Dataset entries
--*--

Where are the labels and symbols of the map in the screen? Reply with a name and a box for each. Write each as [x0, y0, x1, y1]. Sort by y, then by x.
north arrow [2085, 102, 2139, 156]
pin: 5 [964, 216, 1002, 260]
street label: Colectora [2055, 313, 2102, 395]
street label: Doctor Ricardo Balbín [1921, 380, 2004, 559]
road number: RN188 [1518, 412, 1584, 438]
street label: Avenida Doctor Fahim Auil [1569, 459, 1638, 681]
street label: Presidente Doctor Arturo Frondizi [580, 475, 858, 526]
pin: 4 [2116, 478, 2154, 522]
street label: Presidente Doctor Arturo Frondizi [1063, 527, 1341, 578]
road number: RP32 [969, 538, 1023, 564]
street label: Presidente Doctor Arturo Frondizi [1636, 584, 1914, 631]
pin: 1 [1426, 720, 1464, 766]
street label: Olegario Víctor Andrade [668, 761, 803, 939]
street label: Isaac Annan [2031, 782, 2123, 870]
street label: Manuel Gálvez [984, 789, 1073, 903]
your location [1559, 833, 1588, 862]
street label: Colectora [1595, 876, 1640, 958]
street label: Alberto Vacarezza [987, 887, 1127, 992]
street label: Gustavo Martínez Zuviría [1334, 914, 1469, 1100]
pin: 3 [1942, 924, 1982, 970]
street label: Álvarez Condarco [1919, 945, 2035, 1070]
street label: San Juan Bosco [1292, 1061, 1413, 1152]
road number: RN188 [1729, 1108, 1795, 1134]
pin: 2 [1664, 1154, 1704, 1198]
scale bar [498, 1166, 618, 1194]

--*--

__Task goal__:
Filter the entries down to the lines that hold "Arturo". Copy those lines.

__Result for this task__:
street label: Presidente Doctor Arturo Frondizi [580, 475, 858, 526]
street label: Presidente Doctor Arturo Frondizi [1063, 527, 1341, 578]
street label: Presidente Doctor Arturo Frondizi [1636, 584, 1914, 631]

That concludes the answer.